Each us has our own unique version of reality, so our actions and words aren’t necessarily interpreted by others the way we intend them. When it comes to business, there are inevitably going to be conflicts between our view and those of our customers, employees, peers, and shareholders.
Add in the fact that our decisions are made not logically but emotionally, and we have a world full of unintended consequences. Since people are neither objective nor behave with the rationality we would expect, we need to start not with what we think we should do, but with what it takes to produce the effect we want in others. This plays out in every aspect of business, from strategy to operations to leadership.
The lessons of neuroscience transform how we need to think and how we need to interact with others. Rather than try to thwart the way the mind naturally works, we need to leverage it. This changes the way we make decisions, manage our businesses, and design our organizations.
AC: To quote you from the book, “changing an organization is the sum total of changing all of the individuals in the organization.” Can you elucidate?
Charles S. Jacobs:
We know how difficult it is to change the mind of another person. More often than not, a well-reasoned argument based on the facts is met with an equally well-reasoned argument that uses the same facts to reach a different conclusion. Our minds have evolved to maintain the status quo, and are very good at discounting, rationalizing away, or ignoring information that is in conflict with our version of reality.
Now imagine that you’re trying to change the minds of ten or even a hundred thousand people.
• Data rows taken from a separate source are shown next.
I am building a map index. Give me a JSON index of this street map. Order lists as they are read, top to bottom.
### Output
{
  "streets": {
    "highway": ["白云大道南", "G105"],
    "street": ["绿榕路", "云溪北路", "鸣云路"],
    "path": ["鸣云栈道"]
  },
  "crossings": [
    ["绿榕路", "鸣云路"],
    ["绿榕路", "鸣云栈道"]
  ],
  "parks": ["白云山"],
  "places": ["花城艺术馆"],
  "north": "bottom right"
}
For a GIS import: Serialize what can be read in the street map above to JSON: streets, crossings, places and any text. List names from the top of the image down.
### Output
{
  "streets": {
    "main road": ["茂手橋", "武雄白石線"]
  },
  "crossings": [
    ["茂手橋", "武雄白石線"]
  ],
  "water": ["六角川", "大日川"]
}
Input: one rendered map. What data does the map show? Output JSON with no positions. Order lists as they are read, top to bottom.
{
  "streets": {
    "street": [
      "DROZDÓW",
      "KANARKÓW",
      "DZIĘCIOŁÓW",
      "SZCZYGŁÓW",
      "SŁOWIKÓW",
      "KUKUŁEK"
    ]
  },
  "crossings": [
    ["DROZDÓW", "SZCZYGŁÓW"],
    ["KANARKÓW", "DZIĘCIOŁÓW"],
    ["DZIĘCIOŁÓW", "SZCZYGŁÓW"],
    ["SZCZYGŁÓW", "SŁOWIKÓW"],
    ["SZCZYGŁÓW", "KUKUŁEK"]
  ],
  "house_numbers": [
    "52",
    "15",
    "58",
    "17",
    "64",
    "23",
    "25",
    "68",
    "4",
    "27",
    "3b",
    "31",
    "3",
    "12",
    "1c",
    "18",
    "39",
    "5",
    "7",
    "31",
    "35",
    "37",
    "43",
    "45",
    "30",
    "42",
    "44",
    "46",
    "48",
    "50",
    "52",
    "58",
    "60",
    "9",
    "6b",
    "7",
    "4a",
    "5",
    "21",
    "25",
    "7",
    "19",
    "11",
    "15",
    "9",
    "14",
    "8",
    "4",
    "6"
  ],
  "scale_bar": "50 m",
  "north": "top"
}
It’s a daunting task and the reason why the vast majority of corporate change initiatives fail.
But we’ve learned from brain science that this self-reinforcing, automatic processing of the brain can be stopped by something new and unexpected grabbing our attention. So for corporate change to happen, there must be something out of the ordinary to signal that the world will be different going forward. It can be as symbolic as getting rid of reserved parking spaces, or as substantive as a meeting where everyone is enlisted to participate in addressing the challenges facing the business.
We’ve also learned that our minds naturally work through stories, so they’re immediately accessible to us. The stories we tell ourselves drive the way we think and behave. If once leaders have our attention, they offer a more attractive story than the one people are currently telling themselves, they will take it as their own.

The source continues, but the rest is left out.